## [WHAT IS NEEDED]
Please repeat each of the records that follow, exactly as written.
** EXTRACTED ENTRIES follows **
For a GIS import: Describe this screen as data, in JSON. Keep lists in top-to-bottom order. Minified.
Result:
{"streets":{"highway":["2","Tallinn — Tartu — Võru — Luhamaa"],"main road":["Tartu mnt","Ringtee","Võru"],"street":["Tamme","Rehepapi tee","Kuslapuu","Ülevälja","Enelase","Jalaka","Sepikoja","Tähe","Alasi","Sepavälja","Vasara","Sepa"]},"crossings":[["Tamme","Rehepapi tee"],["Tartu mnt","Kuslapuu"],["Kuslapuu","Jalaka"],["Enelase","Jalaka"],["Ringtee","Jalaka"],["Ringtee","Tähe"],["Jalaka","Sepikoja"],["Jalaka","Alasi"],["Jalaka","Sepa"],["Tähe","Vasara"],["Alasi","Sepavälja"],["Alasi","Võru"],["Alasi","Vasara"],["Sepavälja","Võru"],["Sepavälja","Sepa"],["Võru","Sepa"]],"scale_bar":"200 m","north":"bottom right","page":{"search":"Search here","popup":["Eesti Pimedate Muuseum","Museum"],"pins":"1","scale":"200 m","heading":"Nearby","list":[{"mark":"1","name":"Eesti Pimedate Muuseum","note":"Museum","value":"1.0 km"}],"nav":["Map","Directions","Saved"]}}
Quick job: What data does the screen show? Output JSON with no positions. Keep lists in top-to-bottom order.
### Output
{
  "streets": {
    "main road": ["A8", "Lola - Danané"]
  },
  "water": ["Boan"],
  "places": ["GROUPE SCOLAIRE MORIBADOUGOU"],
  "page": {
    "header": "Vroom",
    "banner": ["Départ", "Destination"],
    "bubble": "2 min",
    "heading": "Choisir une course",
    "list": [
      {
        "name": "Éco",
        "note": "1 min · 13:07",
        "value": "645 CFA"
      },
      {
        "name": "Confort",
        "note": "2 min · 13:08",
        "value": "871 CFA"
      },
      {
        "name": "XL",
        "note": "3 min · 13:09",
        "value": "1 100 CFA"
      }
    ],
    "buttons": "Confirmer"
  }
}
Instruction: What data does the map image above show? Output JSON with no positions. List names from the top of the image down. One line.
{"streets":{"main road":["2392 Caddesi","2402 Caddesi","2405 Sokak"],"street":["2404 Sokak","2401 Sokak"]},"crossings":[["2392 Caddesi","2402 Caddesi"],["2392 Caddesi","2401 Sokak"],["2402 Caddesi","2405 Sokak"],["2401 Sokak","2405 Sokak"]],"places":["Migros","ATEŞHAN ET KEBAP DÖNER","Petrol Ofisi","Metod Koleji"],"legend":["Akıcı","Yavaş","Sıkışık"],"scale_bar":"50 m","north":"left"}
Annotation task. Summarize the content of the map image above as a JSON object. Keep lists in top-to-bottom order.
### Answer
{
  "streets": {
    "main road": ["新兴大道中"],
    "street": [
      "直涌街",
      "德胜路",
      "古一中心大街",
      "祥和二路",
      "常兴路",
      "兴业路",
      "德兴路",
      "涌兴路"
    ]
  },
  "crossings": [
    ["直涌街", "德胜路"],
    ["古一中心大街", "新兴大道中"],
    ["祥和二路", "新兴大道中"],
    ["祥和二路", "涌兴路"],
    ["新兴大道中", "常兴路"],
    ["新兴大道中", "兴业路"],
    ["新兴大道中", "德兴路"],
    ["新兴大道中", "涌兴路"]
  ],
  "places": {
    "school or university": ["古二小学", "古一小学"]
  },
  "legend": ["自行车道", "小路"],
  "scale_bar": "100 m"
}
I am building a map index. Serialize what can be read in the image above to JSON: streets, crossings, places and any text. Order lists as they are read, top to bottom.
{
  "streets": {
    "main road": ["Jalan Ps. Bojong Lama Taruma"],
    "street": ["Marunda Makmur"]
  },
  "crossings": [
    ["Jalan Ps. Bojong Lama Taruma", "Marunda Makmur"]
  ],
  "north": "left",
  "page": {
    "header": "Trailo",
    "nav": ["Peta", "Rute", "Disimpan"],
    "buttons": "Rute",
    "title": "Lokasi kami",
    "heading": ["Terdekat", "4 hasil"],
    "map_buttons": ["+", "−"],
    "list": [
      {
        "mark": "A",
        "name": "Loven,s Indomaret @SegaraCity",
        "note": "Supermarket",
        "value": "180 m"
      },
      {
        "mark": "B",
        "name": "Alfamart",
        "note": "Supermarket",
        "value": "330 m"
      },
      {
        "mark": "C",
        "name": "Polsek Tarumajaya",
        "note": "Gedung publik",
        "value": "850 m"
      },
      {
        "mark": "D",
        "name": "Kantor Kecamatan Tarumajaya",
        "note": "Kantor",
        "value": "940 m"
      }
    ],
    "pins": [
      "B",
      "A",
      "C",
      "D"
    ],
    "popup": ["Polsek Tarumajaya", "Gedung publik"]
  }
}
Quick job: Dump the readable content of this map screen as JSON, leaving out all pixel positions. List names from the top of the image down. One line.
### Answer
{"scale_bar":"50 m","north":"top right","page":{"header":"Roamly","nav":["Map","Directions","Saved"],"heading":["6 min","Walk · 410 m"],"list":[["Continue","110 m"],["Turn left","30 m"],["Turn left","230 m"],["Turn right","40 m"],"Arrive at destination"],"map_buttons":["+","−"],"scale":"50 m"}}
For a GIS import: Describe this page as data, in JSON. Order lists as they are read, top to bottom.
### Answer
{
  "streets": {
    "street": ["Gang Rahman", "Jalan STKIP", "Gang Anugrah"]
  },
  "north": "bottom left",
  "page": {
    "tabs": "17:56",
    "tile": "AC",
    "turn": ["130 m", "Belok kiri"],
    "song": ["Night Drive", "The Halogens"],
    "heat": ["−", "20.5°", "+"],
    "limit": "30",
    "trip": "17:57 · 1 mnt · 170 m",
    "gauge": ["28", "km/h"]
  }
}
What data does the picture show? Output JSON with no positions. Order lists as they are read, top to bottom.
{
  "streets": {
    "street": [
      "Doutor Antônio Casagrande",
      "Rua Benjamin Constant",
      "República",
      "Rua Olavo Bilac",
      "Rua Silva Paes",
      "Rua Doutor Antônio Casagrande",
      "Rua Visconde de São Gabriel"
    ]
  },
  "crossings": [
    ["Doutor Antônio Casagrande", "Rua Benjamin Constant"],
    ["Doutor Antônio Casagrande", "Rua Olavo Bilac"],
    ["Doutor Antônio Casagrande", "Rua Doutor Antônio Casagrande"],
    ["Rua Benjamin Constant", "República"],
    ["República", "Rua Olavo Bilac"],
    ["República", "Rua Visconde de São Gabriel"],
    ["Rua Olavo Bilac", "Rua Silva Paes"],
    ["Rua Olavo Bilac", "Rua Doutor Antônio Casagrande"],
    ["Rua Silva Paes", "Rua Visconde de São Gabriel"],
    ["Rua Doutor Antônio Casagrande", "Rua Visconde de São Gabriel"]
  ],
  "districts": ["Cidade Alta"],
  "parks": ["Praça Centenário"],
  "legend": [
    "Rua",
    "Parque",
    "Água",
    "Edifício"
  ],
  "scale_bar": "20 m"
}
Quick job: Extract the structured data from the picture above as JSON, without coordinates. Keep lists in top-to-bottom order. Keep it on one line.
** End of EXTRACTED ENTRIES **
## [EXERCISE RESPONSE]
For a GIS import: Describe this screen as data, in JSON. Keep lists in top-to-bottom order. Minified.
Result:
{"streets":{"highway":["2","Tallinn — Tartu — Võru — Luhamaa"],"main road":["Tartu mnt","Ringtee","Võru"],"street":["Tamme","Rehepapi tee","Kuslapuu","Ülevälja","Enelase","Jalaka","Sepikoja","Tähe","Alasi","Sepavälja","Vasara","Sepa"]},"crossings":[["Tamme","Rehepapi tee"],["Tartu mnt","Kuslapuu"],["Kuslapuu","Jalaka"],["Enelase","Jalaka"],["Ringtee","Jalaka"],["Ringtee","Tähe"],["Jalaka","Sepikoja"],["Jalaka","Alasi"],["Jalaka","Sepa"],["Tähe","Vasara"],["Alasi","Sepavälja"],["Alasi","Võru"],["Alasi","Vasara"],["Sepavälja","Võru"],["Sepavälja","Sepa"],["Võru","Sepa"]],"scale_bar":"200 m","north":"bottom right","page":{"search":"Search here","popup":["Eesti Pimedate Muuseum","Museum"],"pins":"1","scale":"200 m","heading":"Nearby","list":[{"mark":"1","name":"Eesti Pimedate Muuseum","note":"Museum","value":"1.0 km"}],"nav":["Map","Directions","Saved"]}}
Quick job: What data does the screen show? Output JSON with no positions. Keep lists in top-to-bottom order.
### Output
{
  "streets": {
    "main road": ["A8", "Lola - Danané"]
  },
  "water": ["Boan"],
  "places": ["GROUPE SCOLAIRE MORIBADOUGOU"],
  "page": {
    "header": "Vroom",
    "banner": ["Départ", "Destination"],
    "bubble": "2 min",
    "heading": "Choisir une course",
    "list": [
      {
        "name": "Éco",
        "note": "1 min · 13:07",
        "value": "645 CFA"
      },
      {
        "name": "Confort",
        "note": "2 min · 13:08",
        "value": "871 CFA"
      },
      {
        "name": "XL",
        "note": "3 min · 13:09",
        "value": "1 100 CFA"
      }
    ],
    "buttons": "Confirmer"
  }
}
Instruction: What data does the map image above show? Output JSON with no positions. List names from the top of the image down. One line.
{"streets":{"main road":["2392 Caddesi","2402 Caddesi","2405 Sokak"],"street":["2404 Sokak","2401 Sokak"]},"crossings":[["2392 Caddesi","2402 Caddesi"],["2392 Caddesi","2401 Sokak"],["2402 Caddesi","2405 Sokak"],["2401 Sokak","2405 Sokak"]],"places":["Migros","ATEŞHAN ET KEBAP DÖNER","Petrol Ofisi","Metod Koleji"],"legend":["Akıcı","Yavaş","Sıkışık"],"scale_bar":"50 m","north":"left"}
Annotation task. Summarize the content of the map image above as a JSON object. Keep lists in top-to-bottom order.
### Answer
{
  "streets": {
    "main road": ["新兴大道中"],
    "street": [
      "直涌街",
      "德胜路",
      "古一中心大街",
      "祥和二路",
      "常兴路",
      "兴业路",
      "德兴路",
      "涌兴路"
    ]
  },
  "crossings": [
    ["直涌街", "德胜路"],
    ["古一中心大街", "新兴大道中"],
    ["祥和二路", "新兴大道中"],
    ["祥和二路", "涌兴路"],
    ["新兴大道中", "常兴路"],
    ["新兴大道中", "兴业路"],
    ["新兴大道中", "德兴路"],
    ["新兴大道中", "涌兴路"]
  ],
  "places": {
    "school or university": ["古二小学", "古一小学"]
  },
  "legend": ["自行车道", "小路"],
  "scale_bar": "100 m"
}
I am building a map index. Serialize what can be read in the image above to JSON: streets, crossings, places and any text. Order lists as they are read, top to bottom.
{
  "streets": {
    "main road": ["Jalan Ps. Bojong Lama Taruma"],
    "street": ["Marunda Makmur"]
  },
  "crossings": [
    ["Jalan Ps. Bojong Lama Taruma", "Marunda Makmur"]
  ],
  "north": "left",
  "page": {
    "header": "Trailo",
    "nav": ["Peta", "Rute", "Disimpan"],
    "buttons": "Rute",
    "title": "Lokasi kami",
    "heading": ["Terdekat", "4 hasil"],
    "map_buttons": ["+", "−"],
    "list": [
      {
        "mark": "A",
        "name": "Loven,s Indomaret @SegaraCity",
        "note": "Supermarket",
        "value": "180 m"
      },
      {
        "mark": "B",
        "name": "Alfamart",
        "note": "Supermarket",
        "value": "330 m"
      },
      {
        "mark": "C",
        "name": "Polsek Tarumajaya",
        "note": "Gedung publik",
        "value": "850 m"
      },
      {
        "mark": "D",
        "name": "Kantor Kecamatan Tarumajaya",
        "note": "Kantor",
        "value": "940 m"
      }
    ],
    "pins": [
      "B",
      "A",
      "C",
      "D"
    ],
    "popup": ["Polsek Tarumajaya", "Gedung publik"]
  }
}
Quick job: Dump the readable content of this map screen as JSON, leaving out all pixel positions. List names from the top of the image down. One line.
### Answer
{"scale_bar":"50 m","north":"top right","page":{"header":"Roamly","nav":["Map","Directions","Saved"],"heading":["6 min","Walk · 410 m"],"list":[["Continue","110 m"],["Turn left","30 m"],["Turn left","230 m"],["Turn right","40 m"],"Arrive at destination"],"map_buttons":["+","−"],"scale":"50 m"}}
For a GIS import: Describe this page as data, in JSON. Order lists as they are read, top to bottom.
### Answer
{
  "streets": {
    "street": ["Gang Rahman", "Jalan STKIP", "Gang Anugrah"]
  },
  "north": "bottom left",
  "page": {
    "tabs": "17:56",
    "tile": "AC",
    "turn": ["130 m", "Belok kiri"],
    "song": ["Night Drive", "The Halogens"],
    "heat": ["−", "20.5°", "+"],
    "limit": "30",
    "trip": "17:57 · 1 mnt · 170 m",
    "gauge": ["28", "km/h"]
  }
}
What data does the picture show? Output JSON with no positions. Order lists as they are read, top to bottom.
{
  "streets": {
    "street": [
      "Doutor Antônio Casagrande",
      "Rua Benjamin Constant",
      "República",
      "Rua Olavo Bilac",
      "Rua Silva Paes",
      "Rua Doutor Antônio Casagrande",
      "Rua Visconde de São Gabriel"
    ]
  },
  "crossings": [
    ["Doutor Antônio Casagrande", "Rua Benjamin Constant"],
    ["Doutor Antônio Casagrande", "Rua Olavo Bilac"],
    ["Doutor Antônio Casagrande", "Rua Doutor Antônio Casagrande"],
    ["Rua Benjamin Constant", "República"],
    ["República", "Rua Olavo Bilac"],
    ["República", "Rua Visconde de São Gabriel"],
    ["Rua Olavo Bilac", "Rua Silva Paes"],
    ["Rua Olavo Bilac", "Rua Doutor Antônio Casagrande"],
    ["Rua Silva Paes", "Rua Visconde de São Gabriel"],
    ["Rua Doutor Antônio Casagrande", "Rua Visconde de São Gabriel"]
  ],
  "districts": ["Cidade Alta"],
  "parks": ["Praça Centenário"],
  "legend": [
    "Rua",
    "Parque",
    "Água",
    "Edifício"
  ],
  "scale_bar": "20 m"
}
Quick job: Extract the structured data from the picture above as JSON, without coordinates. Keep lists in top-to-bottom order. Keep it on one line.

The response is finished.